* _Try it_
For the entries below, count the lines containing "right" and give only that number.

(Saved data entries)
++++++++++++++++++++
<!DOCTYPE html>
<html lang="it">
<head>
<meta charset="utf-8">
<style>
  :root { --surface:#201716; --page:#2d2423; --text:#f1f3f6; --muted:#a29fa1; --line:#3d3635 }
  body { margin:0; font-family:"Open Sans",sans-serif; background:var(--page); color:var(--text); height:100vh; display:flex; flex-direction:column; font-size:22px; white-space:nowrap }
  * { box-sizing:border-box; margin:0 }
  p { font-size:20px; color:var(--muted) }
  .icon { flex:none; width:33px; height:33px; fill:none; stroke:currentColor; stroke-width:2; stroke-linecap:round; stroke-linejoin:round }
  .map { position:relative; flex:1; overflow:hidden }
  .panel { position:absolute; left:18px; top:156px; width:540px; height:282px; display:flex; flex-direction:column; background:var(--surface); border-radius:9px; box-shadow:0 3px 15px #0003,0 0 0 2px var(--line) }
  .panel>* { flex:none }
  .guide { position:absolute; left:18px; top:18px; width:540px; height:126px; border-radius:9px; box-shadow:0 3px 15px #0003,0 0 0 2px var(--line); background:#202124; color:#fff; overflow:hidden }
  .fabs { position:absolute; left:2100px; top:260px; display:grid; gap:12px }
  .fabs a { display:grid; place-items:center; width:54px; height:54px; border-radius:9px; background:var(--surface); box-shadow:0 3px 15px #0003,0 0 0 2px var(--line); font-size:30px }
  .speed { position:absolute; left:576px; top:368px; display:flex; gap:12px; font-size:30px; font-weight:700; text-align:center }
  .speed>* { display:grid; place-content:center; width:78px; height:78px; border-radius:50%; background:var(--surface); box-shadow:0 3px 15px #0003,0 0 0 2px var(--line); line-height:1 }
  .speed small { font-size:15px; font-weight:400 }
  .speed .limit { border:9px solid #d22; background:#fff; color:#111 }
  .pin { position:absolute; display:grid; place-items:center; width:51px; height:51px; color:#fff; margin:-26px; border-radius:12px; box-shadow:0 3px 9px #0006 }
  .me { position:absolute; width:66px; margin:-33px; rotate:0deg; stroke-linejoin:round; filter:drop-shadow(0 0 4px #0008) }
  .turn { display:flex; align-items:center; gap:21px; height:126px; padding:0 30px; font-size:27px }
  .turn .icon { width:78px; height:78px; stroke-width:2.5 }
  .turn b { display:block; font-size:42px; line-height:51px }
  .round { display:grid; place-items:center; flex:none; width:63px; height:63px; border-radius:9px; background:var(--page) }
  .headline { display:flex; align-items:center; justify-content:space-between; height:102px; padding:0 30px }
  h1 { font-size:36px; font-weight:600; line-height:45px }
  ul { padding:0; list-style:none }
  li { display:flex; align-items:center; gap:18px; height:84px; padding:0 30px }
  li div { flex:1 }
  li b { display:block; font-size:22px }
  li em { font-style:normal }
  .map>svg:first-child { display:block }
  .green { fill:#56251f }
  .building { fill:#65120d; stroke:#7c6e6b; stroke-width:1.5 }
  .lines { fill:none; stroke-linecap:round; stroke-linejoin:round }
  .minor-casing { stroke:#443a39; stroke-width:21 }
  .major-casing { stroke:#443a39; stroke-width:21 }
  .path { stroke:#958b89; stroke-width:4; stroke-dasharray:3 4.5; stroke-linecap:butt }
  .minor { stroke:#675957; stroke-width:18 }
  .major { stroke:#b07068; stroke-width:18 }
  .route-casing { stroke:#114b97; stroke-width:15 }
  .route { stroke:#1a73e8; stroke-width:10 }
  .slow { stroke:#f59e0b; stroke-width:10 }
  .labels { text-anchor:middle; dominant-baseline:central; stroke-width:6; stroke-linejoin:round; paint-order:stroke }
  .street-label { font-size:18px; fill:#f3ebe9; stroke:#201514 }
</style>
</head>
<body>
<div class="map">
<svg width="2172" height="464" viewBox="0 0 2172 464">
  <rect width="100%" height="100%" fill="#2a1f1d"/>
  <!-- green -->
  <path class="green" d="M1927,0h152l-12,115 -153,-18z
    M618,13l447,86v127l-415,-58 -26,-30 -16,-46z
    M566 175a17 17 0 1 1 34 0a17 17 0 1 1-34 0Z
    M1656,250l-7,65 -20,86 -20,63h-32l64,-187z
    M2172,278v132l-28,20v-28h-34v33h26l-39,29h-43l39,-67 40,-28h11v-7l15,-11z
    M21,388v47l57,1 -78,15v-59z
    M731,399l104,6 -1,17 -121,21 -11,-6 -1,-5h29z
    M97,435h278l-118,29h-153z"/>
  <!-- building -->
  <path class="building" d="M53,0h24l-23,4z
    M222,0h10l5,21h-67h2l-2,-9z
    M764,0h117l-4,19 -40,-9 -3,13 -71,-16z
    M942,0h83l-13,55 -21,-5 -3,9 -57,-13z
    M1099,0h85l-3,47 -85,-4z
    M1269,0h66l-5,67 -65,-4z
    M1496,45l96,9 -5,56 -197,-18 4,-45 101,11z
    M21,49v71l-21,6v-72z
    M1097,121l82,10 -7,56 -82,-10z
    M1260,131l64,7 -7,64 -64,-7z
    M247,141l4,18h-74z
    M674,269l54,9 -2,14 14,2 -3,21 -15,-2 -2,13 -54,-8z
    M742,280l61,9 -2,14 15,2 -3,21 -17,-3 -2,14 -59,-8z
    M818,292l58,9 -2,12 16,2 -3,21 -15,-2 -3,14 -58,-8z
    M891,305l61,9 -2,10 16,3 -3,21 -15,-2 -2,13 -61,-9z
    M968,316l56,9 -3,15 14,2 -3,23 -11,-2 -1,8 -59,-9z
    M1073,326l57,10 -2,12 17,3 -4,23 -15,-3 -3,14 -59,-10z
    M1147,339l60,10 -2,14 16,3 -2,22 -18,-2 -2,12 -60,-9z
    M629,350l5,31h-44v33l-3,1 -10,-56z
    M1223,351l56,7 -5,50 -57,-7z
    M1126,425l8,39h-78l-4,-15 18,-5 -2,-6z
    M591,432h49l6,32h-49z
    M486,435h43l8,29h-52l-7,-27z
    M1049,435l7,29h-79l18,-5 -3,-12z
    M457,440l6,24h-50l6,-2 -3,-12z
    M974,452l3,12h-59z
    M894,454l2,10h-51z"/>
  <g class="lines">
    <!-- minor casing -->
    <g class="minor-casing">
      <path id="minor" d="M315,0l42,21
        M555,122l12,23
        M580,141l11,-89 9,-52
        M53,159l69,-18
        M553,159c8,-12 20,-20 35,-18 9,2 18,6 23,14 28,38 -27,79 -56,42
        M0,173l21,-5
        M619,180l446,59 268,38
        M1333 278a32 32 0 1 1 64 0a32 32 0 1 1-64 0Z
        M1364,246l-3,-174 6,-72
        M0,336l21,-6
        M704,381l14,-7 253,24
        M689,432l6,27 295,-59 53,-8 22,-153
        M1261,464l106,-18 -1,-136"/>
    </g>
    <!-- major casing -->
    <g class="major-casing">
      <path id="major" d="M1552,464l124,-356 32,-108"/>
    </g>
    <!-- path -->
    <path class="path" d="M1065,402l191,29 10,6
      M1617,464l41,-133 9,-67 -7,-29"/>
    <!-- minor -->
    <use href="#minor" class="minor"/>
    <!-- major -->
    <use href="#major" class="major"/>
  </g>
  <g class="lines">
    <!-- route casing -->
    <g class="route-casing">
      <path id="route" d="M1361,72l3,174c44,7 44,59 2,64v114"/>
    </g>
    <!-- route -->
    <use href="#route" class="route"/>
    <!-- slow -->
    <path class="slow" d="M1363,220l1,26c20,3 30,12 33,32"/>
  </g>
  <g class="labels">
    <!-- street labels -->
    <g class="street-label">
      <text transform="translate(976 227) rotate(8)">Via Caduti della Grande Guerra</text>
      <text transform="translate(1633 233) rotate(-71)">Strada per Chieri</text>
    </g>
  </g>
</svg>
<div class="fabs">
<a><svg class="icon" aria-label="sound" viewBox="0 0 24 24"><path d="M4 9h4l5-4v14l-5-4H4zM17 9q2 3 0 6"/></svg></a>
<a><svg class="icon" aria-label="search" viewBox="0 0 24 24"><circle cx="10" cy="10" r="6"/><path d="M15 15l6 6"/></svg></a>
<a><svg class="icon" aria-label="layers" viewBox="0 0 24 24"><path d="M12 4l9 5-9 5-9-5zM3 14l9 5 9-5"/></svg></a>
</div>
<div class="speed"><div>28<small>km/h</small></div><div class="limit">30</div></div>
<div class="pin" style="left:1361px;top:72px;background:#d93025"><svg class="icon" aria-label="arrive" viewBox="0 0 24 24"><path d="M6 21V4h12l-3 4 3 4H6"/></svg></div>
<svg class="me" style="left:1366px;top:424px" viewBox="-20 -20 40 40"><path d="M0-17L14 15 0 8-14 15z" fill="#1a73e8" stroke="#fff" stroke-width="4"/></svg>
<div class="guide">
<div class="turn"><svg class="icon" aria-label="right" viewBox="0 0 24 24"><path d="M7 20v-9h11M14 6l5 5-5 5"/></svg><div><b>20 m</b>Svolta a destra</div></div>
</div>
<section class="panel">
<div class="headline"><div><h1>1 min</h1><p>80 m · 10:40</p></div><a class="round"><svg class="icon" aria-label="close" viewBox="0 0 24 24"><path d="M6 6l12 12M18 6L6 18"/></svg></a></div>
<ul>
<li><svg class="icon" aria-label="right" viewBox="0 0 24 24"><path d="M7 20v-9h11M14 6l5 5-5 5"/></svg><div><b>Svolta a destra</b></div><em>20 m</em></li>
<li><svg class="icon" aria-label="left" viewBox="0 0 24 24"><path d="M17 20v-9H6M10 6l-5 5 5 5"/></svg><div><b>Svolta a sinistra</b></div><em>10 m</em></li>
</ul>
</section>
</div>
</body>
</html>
++++++++++++++++++++
* _Response area_
2